### INSTRUCTIONS TO FOLLOW
Print the records below word for word, beginning with the first line and ending once the line containing "Serialize what can be read in the map screen" is printed.

>>>

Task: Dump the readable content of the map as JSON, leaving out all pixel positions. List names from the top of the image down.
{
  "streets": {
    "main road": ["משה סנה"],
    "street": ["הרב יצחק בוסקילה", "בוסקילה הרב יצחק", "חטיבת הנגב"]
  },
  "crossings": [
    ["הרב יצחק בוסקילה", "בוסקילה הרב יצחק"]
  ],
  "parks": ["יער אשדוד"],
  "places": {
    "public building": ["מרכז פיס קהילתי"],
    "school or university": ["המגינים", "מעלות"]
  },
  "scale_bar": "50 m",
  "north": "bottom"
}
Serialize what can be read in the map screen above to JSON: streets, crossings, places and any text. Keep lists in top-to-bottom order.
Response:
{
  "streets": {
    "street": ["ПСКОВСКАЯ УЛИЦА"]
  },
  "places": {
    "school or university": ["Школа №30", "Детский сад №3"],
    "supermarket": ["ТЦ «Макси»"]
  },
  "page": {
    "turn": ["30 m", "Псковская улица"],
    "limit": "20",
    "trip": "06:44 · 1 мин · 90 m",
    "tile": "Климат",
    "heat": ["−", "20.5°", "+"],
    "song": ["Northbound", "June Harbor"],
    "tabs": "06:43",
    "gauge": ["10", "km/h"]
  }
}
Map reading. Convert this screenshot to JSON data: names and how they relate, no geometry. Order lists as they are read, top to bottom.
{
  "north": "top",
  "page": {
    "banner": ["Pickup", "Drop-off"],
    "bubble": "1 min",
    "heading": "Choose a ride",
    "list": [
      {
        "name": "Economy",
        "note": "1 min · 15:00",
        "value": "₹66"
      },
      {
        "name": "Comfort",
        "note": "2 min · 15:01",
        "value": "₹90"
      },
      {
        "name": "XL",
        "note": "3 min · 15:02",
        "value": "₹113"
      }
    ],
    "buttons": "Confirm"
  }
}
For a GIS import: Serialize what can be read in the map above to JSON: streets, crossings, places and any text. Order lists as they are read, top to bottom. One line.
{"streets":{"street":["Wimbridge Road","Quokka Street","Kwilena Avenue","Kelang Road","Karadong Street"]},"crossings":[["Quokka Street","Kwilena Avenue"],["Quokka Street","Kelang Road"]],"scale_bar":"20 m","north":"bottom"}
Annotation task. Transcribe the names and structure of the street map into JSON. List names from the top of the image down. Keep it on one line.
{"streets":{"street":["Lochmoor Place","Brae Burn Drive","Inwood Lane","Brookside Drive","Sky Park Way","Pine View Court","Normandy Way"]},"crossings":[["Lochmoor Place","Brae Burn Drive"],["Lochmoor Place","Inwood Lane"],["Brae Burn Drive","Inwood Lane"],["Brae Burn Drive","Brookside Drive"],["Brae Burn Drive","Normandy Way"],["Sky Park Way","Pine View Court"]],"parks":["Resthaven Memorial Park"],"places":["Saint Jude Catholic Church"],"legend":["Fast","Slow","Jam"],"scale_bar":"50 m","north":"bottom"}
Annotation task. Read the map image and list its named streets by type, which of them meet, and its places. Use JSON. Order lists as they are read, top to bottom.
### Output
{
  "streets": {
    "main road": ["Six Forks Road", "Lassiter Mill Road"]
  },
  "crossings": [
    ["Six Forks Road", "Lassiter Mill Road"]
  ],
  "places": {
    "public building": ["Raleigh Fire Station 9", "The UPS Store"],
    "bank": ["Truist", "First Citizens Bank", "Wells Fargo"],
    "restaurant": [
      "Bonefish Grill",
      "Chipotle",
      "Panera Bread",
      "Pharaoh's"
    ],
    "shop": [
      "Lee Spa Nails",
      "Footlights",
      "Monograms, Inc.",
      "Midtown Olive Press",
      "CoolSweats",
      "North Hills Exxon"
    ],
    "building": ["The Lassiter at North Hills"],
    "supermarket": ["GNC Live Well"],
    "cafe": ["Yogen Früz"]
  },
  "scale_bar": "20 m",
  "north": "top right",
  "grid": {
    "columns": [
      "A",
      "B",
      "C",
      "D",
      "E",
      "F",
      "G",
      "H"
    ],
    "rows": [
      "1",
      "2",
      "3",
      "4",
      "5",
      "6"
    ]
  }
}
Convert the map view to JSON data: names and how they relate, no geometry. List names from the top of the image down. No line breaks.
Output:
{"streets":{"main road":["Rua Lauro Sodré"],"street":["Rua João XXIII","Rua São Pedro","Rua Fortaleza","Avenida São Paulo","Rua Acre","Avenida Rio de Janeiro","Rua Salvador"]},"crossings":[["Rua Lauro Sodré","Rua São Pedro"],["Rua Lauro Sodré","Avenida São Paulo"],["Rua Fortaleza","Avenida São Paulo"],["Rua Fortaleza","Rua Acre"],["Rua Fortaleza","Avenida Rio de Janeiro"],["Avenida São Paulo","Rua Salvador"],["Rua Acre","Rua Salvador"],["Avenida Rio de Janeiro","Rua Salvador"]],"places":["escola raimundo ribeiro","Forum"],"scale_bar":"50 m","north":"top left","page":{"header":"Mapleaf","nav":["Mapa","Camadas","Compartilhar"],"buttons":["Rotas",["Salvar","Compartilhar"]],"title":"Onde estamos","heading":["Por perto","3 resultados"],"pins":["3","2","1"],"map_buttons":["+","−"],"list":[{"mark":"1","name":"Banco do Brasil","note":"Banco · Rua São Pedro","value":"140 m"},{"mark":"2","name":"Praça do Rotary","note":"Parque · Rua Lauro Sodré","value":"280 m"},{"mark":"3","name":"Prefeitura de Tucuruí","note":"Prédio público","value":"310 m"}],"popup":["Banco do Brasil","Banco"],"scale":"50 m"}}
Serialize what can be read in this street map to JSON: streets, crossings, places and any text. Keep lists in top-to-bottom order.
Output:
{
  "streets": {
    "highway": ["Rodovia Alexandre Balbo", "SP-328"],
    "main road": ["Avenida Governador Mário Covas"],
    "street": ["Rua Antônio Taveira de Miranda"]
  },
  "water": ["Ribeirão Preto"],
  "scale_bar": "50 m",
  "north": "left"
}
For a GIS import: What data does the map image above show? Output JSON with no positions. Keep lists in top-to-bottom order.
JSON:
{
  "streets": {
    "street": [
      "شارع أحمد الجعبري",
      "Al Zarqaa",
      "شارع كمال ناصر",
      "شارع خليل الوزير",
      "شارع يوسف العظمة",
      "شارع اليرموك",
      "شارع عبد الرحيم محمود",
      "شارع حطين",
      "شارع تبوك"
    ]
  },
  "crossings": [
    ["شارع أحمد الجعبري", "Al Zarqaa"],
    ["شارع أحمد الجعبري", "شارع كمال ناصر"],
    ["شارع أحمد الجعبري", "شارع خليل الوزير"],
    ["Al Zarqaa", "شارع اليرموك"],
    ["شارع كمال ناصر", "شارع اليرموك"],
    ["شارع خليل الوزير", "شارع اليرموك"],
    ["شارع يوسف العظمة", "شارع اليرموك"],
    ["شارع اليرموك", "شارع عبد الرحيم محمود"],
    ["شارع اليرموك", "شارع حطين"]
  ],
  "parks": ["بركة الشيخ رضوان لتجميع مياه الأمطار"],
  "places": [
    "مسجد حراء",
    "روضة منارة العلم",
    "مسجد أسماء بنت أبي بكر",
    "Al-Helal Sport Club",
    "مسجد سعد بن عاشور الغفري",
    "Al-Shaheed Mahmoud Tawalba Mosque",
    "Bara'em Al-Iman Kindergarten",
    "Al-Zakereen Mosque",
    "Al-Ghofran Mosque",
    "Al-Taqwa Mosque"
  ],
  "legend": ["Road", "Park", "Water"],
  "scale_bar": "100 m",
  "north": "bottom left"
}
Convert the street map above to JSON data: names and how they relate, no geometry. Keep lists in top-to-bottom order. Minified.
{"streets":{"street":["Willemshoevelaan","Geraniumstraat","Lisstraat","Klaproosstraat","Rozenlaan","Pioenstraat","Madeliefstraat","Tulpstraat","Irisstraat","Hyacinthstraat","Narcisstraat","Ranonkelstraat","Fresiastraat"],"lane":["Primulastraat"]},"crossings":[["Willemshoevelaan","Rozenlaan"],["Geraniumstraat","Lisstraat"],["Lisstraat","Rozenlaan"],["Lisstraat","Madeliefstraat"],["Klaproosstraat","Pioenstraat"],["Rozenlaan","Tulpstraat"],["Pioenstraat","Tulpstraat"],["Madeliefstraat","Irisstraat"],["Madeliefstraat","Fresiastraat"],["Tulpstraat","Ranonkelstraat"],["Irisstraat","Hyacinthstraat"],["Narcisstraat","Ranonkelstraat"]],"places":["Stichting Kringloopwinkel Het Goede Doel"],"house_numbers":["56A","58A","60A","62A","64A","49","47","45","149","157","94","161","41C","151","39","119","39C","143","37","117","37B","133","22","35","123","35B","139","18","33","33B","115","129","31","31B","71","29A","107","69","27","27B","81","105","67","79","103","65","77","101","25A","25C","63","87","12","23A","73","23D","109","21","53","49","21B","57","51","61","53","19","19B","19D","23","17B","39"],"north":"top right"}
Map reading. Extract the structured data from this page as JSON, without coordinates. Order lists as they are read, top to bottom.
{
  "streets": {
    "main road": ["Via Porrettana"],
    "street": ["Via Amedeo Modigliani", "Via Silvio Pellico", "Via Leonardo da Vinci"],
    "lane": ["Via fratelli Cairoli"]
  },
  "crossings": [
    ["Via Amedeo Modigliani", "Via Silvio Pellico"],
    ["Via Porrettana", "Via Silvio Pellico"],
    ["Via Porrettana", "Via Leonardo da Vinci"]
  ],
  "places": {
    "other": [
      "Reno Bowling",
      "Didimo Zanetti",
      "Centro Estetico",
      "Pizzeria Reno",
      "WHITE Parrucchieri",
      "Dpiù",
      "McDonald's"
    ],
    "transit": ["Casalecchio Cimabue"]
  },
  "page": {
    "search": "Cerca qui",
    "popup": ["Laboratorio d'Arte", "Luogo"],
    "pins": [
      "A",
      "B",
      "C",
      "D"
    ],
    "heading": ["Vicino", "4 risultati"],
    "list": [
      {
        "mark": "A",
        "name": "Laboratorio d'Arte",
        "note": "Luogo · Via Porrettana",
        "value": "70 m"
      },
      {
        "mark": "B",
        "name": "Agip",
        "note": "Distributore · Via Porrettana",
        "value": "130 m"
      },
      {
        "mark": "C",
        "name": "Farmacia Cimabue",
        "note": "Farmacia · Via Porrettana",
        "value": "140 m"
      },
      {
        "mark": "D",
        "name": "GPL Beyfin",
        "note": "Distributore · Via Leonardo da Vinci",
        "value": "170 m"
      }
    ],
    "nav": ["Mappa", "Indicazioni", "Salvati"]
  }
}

<<<

### EXERCISE SOLUTION
Task: Dump the readable content of the map as JSON, leaving out all pixel positions. List names from the top of the image down.
{
  "streets": {
    "main road": ["משה סנה"],
    "street": ["הרב יצחק בוסקילה", "בוסקילה הרב יצחק", "חטיבת הנגב"]
  },
  "crossings": [
    ["הרב יצחק בוסקילה", "בוסקילה הרב יצחק"]
  ],
  "parks": ["יער אשדוד"],
  "places": {
    "public building": ["מרכז פיס קהילתי"],
    "school or university": ["המגינים", "מעלות"]
  },
  "scale_bar": "50 m",
  "north": "bottom"
}
Serialize what can be read in the map screen above to JSON: streets, crossings, places and any text. Keep lists in top-to-bottom order.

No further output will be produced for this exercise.